Sejak moratorium awal Mei lalu, Malaysia mendatangkan pembantu rumah tangga dari Vietnam, Kamboja dan Filipina. Meskipun demikian, sampai saat ini Malaysia masih membutuhkan sekitar 35 ribu orang pembantu rumah tangga. Malaysia menjerit akibat kekurangan pasokan pembantu.
Sekedar untuk diketahui, sampai saat ini sekitar 300 ribu pekerja Indonesia masih bertahan di Malaysia. Lebih lanjut, Persatuan Agresi Pembantu Rumah Asing Malaysia (PAPA) mengakui jika pembantu yang berasal dari Indonesia jauh lebih cekatan dibanding para pembantu dari Negara asing lainnya.
Penghentian pengiriman pembantu dari Indonesia ke Malaysia sejak Mei lalu, disebabkan oleh perlakuan tidak manusiawi yang sering kali menimpa pembantu Indonesia, baik di Malaysia maupun di Negara asing lainnya.
Disatu sisi, keputusan pemerintah yang memutuskan pengiriman pembantu ke Malaysia patut diacungkan jempol demi menjaga martabat bangsa dan menghindari “pelecehan kemanusiaan” yang kerap menimpa para pembantu kita. Meskipun demikian, disisi lain, penghentian pengiriman pembantu tersebut dapat berdampak buruk terhadap sosial-ekonomi Indonesia.
Dengan penghentian pengiriman pembantu keluar negeri, para pembantu kita akan kehilangan sumber pekerjaan di luar negeri. Apakah Indonesia bisa menampung seluruh pembantu yang terkenal gesit itu? tentu saja susah. Bagaimanapun, penyaluran pembantu ke Negara asing bisa membuka lahan pekerjaan baru, meningkatkan devisa Negara, dan secara langsung bisa mengurangi pengangguran di Negara kita.
Selain itu, dampak buruk yang bisa berakibat fatal jika pengiriman pembantu dihentikan adalah melonjaknya kepadatan penduduk di Indonesia. Ini tentu akan berakibat fatal di bidang sosial-ekonomi. Pengangguran tidak bisa terelakkan, kejahatan semakin meningkat, dan penyakit sosial seperti pelacuran, juga ikut meningkat. Selain itu, tentu saja penduduk miskin di Indonesia akan ikut melonjak.

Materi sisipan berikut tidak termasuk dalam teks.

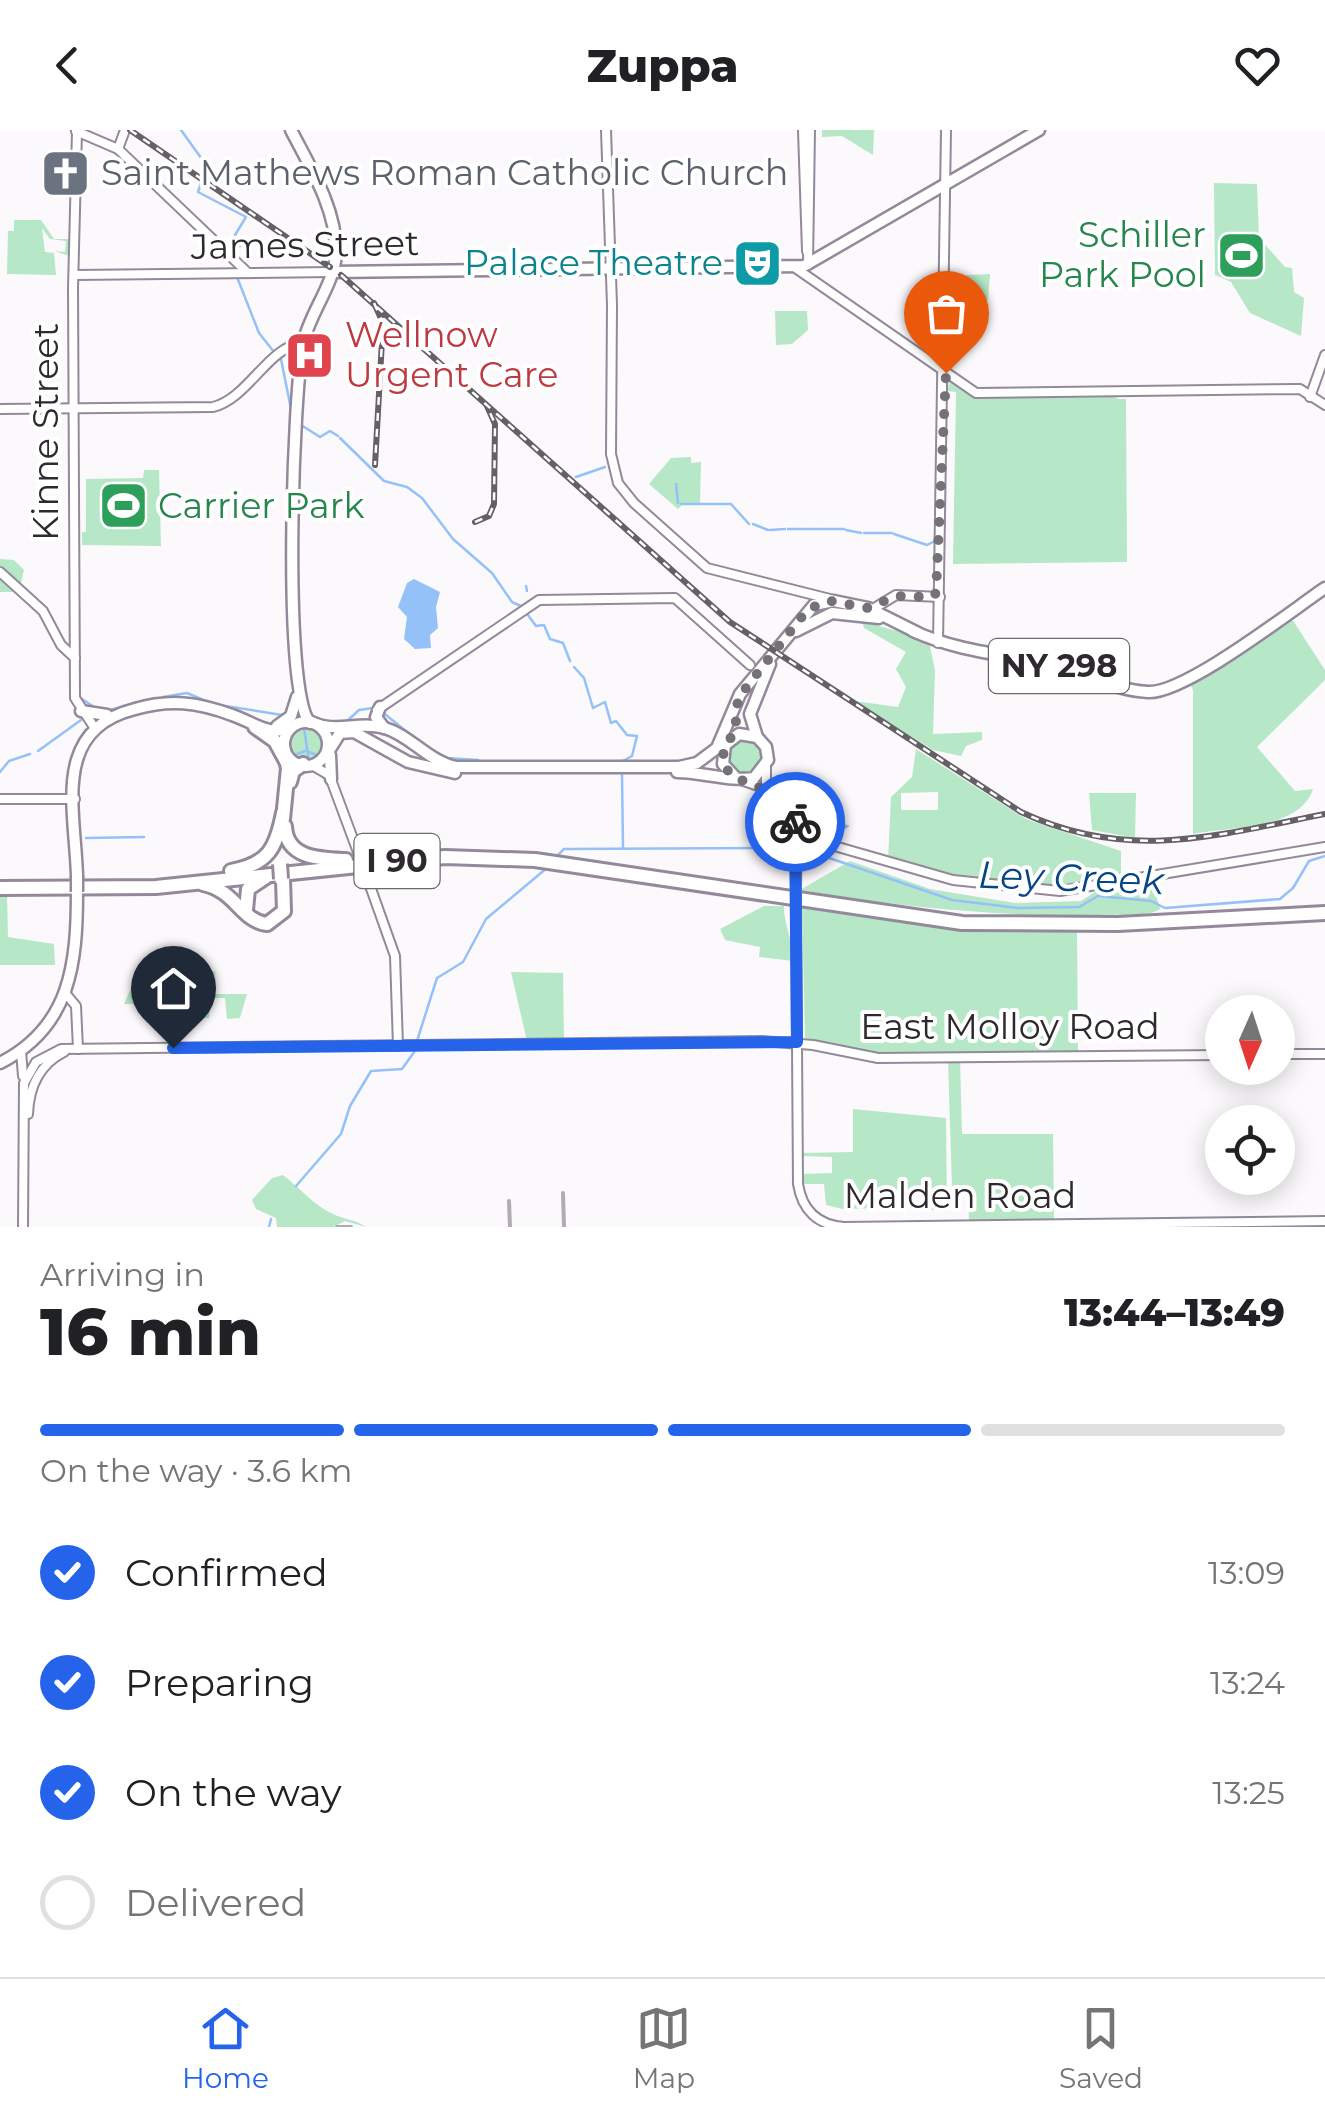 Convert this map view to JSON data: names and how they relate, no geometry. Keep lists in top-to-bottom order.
{
  "streets": {
    "highway": ["I 90"],
    "main road": ["James Street", "NY 298"],
    "street": ["Kinne Street", "East Molloy Road", "Malden Road"]
  },
  "crossings": [
    ["James Street", "Kinne Street"],
    ["East Molloy Road", "Malden Road"]
  ],
  "water": ["Ley Creek"],
  "places": {
    "church": ["Saint Mathews Roman Catholic Church"],
    "sports": ["Schiller Park Pool", "Carrier Park"],
    "theatre": ["Palace Theatre"],
    "hospital": ["Wellnow Urgent Care"]
  },
  "north": "bottom",
  "page": {
    "header": "Zuppa",
    "heading": ["16 min", "Arriving in", "13:44–13:49"],
    "bar": "On the way · 3.6 km",
    "list": [
      ["Confirmed", "13:09"],
      ["Preparing", "13:24"],
      ["On the way", "13:25"],
      "Delivered"
    ],
    "tabs": ["Home", "Map", "Saved"]
  }
}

Untuk mengatasi masalah tersebut, pemerintah harus membuka lapangan pekerjaan baru dan menggalakkan pelatihan keterampilan bagi perempuan dengan cara memberikan bimbingan dan penyuluhan secara rutin. Perempuan-perempuan Indonesia bisa menjadi perempuan mandiri, bisa berwirausaha, memiliki keterampilan dan sanggup bersaing dengan perempuan lain untuk mendapatkan pekerjaan dan penghidupan yang layak di dalam negeri sendiri. Hingga pada akhirnya, meskipun harus menjadi tenaga kerja indonesia, tetapi para perempuan Indonesia tidak lantas menjadi tenaga pembantu di negeri orang.
Masalahnya, apakah pemerintah punya pemikiran dan mau melakukan hal tersebut ketika kepentingan diri sendiri dan golongan sudah menjadi hal yang mutlak untuk direngkuh dan dinikmati sendiri? jangankan untuk memikirkan pembantu, sekedar memikirkan dan menindak para koruptor saja pemerintah terkesan tutup mata. Menunggu uluran tangan dan perhatian pemerintah, menjadi barang langka bukan hanya bagi kaum perempuan, tetapi bagi rakyat Indonesia pada umumnya. Ibarat roti, dana untuk kesejahteraan rakyat hanya sebuah simbol yang membuat para pejabat kenyang sendiri, sedangkan rakyat hanya kebagian kulit luarnya saja. Maka, untuk perempuan Indonesia, berhentilah berharap banyak kepada pemerintah, dan mulailah memikirkan nasib diri sendiri. Jadilah perempuan mandiri yang bisa tampil di garda depan sistem ekonomi kerakyatan, dan sesekali berusahalah menjadi tuan di negeri asing.